Many recruits who set out to fight return to their home country claiming they were dissuaded from believing that militancy was the only way to defend their faith, the article says. Others were unfit for combat because they refused to follow the orders of their emir without hesitation or question. The abundant anti-jihadist material on the Internet is often used as justification by those who return, but the article’s author believes these incidences stem from improper ideological preparation on the part of the recruiter. To avoid these failures, the recruiter must make certain that a recruit is aware of the intense material, physical and mental difficulties they will inevitability encounter on the path of jihad. The need for recruits to take security measures before and after departure for the jihad was again stressed.
The article’s emphasis on the need for jihadist recruiters to protect themselves from apprehension clearly demonstrates that they are feeling pressure from the global war on terror and increased efforts by law enforcement and intelligence services who have adopted a pre-emptive and disruptive approach to counterterrorism.
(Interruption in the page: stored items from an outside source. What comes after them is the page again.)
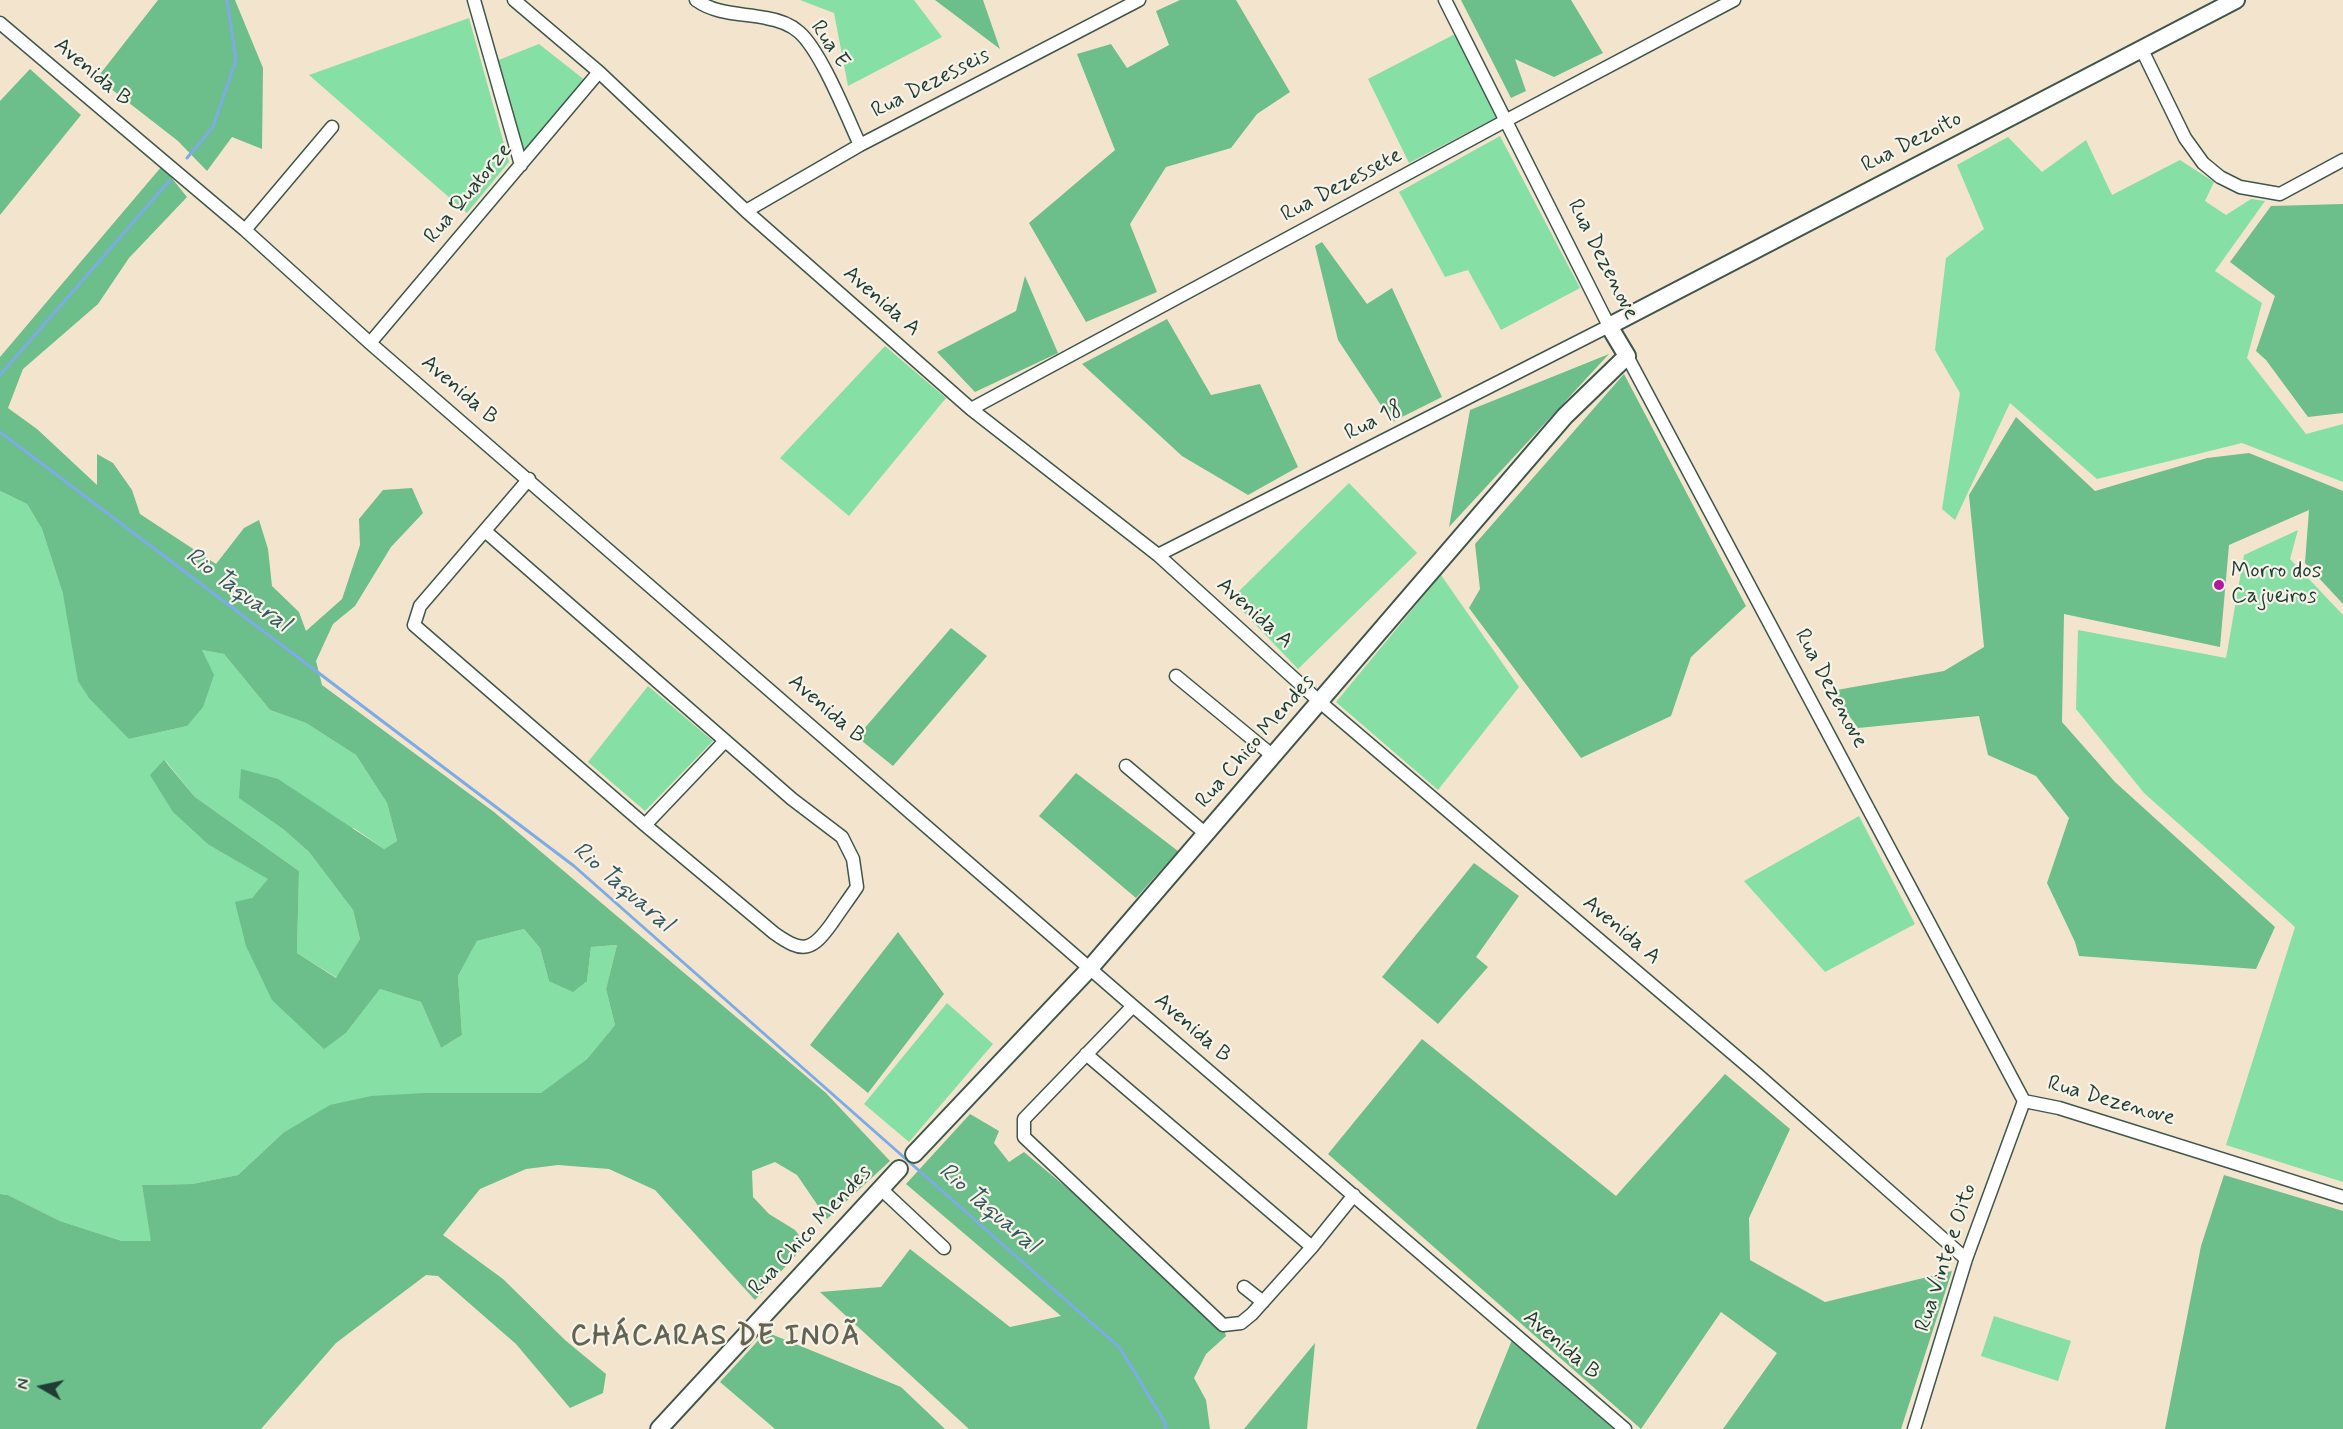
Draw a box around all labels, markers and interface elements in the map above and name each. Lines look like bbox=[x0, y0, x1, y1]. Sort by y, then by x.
street label: Rua E bbox=[803, 16, 855, 74]
street label: Avenida B bbox=[48, 33, 136, 113]
street label: Rua Dezesseis bbox=[867, 43, 995, 125]
street label: Rua Dezoito bbox=[1857, 106, 1967, 180]
street label: Rua Quatorze bbox=[419, 138, 519, 250]
street label: Rua Dezessete bbox=[1277, 143, 1407, 229]
street label: Rua Dezenove bbox=[1560, 195, 1644, 325]
street label: Avenida A bbox=[837, 261, 925, 343]
street label: Avenida B bbox=[415, 350, 503, 432]
street label: Rua 18 bbox=[1341, 396, 1407, 448]
water label: Rio Taquaral bbox=[179, 542, 295, 640]
place label: Morro dos Cajueiros bbox=[2231, 559, 2322, 610]
street label: Avenida A bbox=[1210, 573, 1298, 655]
marker: Morro dos Cajueiros bbox=[2212, 578, 2226, 592]
street label: Rua Dezenove bbox=[1788, 625, 1872, 753]
street label: Avenida B bbox=[782, 669, 870, 751]
street label: Rua Chico Mendes bbox=[1191, 670, 1321, 814]
water label: Rio Taquaral bbox=[566, 837, 678, 939]
street label: Avenida A bbox=[1576, 891, 1666, 971]
street label: Avenida B bbox=[1148, 988, 1236, 1070]
street label: Rua Dezenove bbox=[2044, 1071, 2178, 1133]
water label: Rio Taquaral bbox=[932, 1158, 1044, 1260]
street label: Rua Chico Mendes bbox=[744, 1160, 878, 1302]
street label: Rua Vinte e Oito bbox=[1911, 1181, 1983, 1335]
street label: Avenida B bbox=[1517, 1305, 1605, 1387]
district label: CHÁCARAS DE INOÃ bbox=[573, 1321, 859, 1355]
north arrow bbox=[12, 1357, 72, 1417]
text: N bbox=[13, 1377, 35, 1391]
Since 9/11, several countries, including the United States and the United Kingdom, have instituted laws allowing authorities to charge people conducting acts in preparation of terrorism. These laws allow authorities to act before an attack occurs.
Recruiters are also clearly concerned about the ability of governments working together to trace international networks that support jihadists. Therefore, the jihadists emphasize the need to operate in an isolated, cellular fashion while cutting all contacts or traceable threads binding the various cells together.
The article makes clear that recruiters are a critical component in the jihadists’ worldwide endeavors. Due to the effort and care required to successfully recruit and indoctrinate recruits in hostile environments, the arrest of a recruiter can significantly impact an organization’s ability. This is especially true if recruits are attracted to the cause because of a close personal relationship with the recruiter rather than the draw of the ideology, as the article asserts. Laws such as the United Kingdom’s Terrorism Act of 2006 that criminalizes inciting or encouraging others to commit acts of terrorism should allow authorities the ability to attack this critical and vulnerable component of the jihadist network.
Ultimately, the article provides clear evidence that jihadist recruiters perceive they are under ideological pressure. This is perhaps the most important element in examining the true vulnerability that exists for recruiters. According to the article, jihadism on its own merits is a tough sell. In spite of the relentless global propaganda efforts by individuals such as Osama bin Laden, jihadism must still be camouflaged in order to make it palatable to many Muslims — even those who are impressionable and emotionally needy. This is a sign that the ideology of jihadism is not spreading as rapidly as some had hoped and others had feared. It is also an indication that perhaps the ideological war against jihadism is gaining some traction.